You obviously have something that you need to let out... I completely understand where you are coming from.
I am going to offer some suggestions here... and hope that they do not offend you. I personally view editing as something almost pleasurable... like perfecting a pedicure... it's a sort of fun game.
First of all, since poetry tends to be so short, it is extremely important that you choose each word as carefully as possible... to get the impact that you are looking for. Avoid repetition unless it unavoidable, in your opinon. And by all means, avoid cliche. Nothing will get you ripped apart faster...
But most importantly, keep writing and keep reading. Nothing will make you grow more as a writer than by reading others that you admire... and by writing yourself. I hope the edit below helps illustrate my points somewhat... I wouldn't have taken the time if I don't think that you have a large amount of potential. (Not that I think its better, by any means... just more to the point...)

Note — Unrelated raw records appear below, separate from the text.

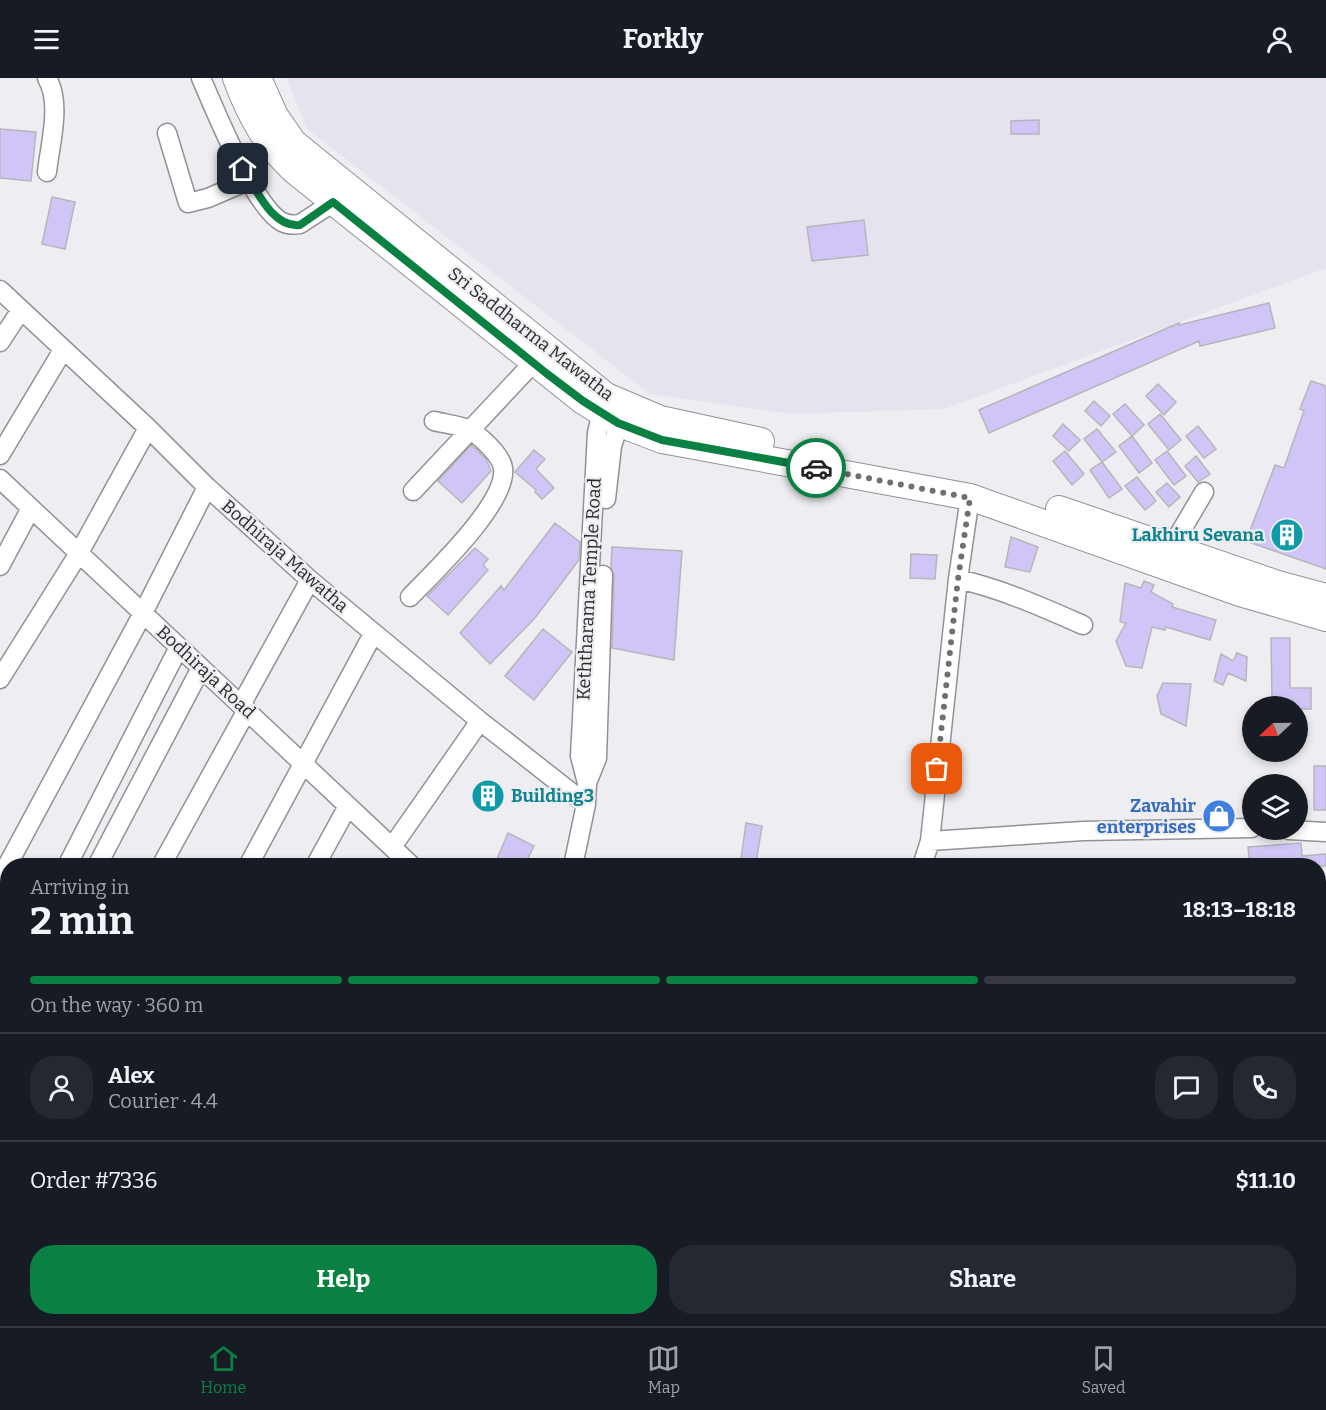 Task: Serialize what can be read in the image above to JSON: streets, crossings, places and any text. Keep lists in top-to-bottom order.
{
  "streets": {
    "highway": ["Sri Saddharma Mawatha"],
    "street": ["Bodhiraja Mawatha", "Keththarama Temple Road", "Bodhiraja Road"]
  },
  "crossings": [
    ["Sri Saddharma Mawatha", "Keththarama Temple Road"],
    ["Bodhiraja Mawatha", "Keththarama Temple Road"]
  ],
  "places": {
    "building": ["Lakhiru Sevana", "Building3"],
    "shop": ["Zavahir enterprises"]
  },
  "north": "left",
  "page": {
    "header": "Forkly",
    "heading": ["2 min", "Arriving in", "18:13–18:18"],
    "panel": [
      "Alex",
      "Courier · 4.4",
      "Order #7336",
      "$11.10"
    ],
    "bar": "On the way · 360 m",
    "buttons": ["Help", "Share"],
    "tabs": ["Home", "Map", "Saved"]
  }
} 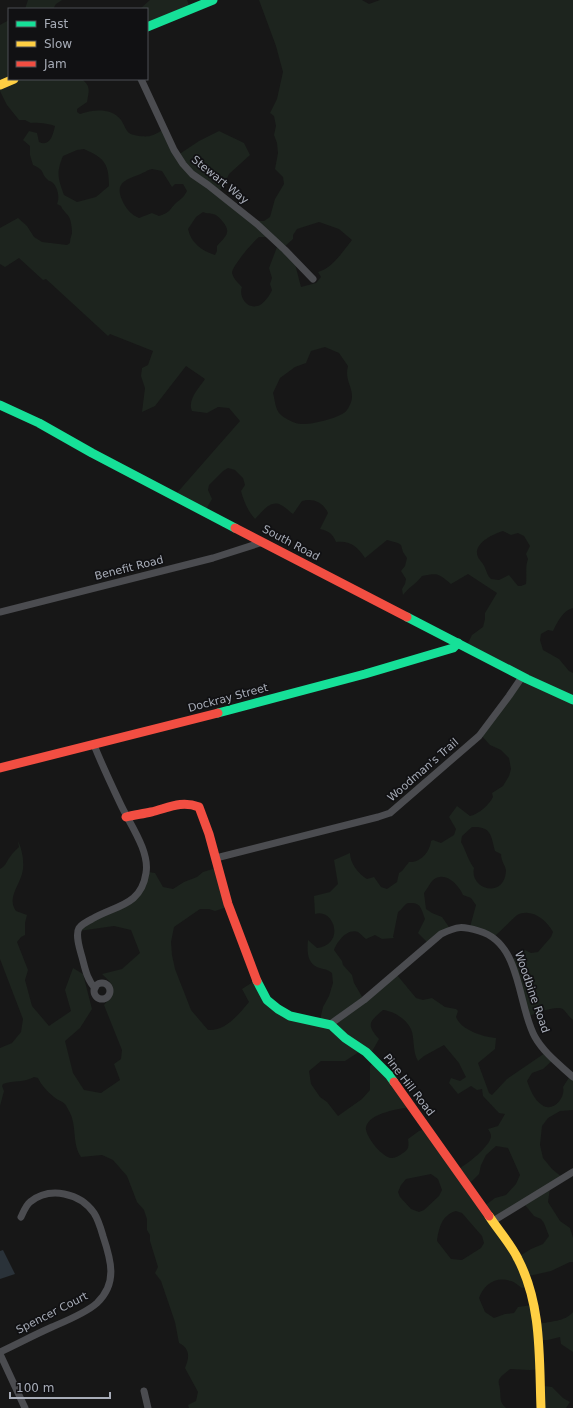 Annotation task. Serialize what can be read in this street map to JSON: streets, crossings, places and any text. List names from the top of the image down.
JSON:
{
  "streets": {
    "street": [
      "Stewart Way",
      "South Road",
      "Benefit Road",
      "Dockray Street",
      "Woodman's Trail",
      "Woodbine Road",
      "Pine Hill Road",
      "Spencer Court"
    ]
  },
  "crossings": [
    ["South Road", "Benefit Road"],
    ["South Road", "Dockray Street"],
    ["South Road", "Woodman's Trail"],
    ["Woodman's Trail", "Pine Hill Road"],
    ["Woodbine Road", "Pine Hill Road"]
  ],
  "legend": ["Fast", "Slow", "Jam"],
  "scale_bar": "100 m"
}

Oh, and also, keep in mind that you have five senses to work with... as a writer you get to illustrate everything...
Elastic band wound
until i snap.
the voices in my head
have been released.
this technicolour nightmare.
forms blossoms...
my nightmare
is in bloom.
Your whispers
from the back of my mind
are cunning and callous.
Sneaking, slipping
through my thoughts,
carrying panic
that i don't want.
I snap
and
f
a
l
l
praying that
someone will
catch me,
but shattered
there is no one.
No security now
but there never was.
I watch the knife
on the table
as it spins.
Light reflected from
its point.
Its point now
flirting with my skin.
(Notice that the ending leaves your reader hanging slightly, wondering if you will actually go through with it???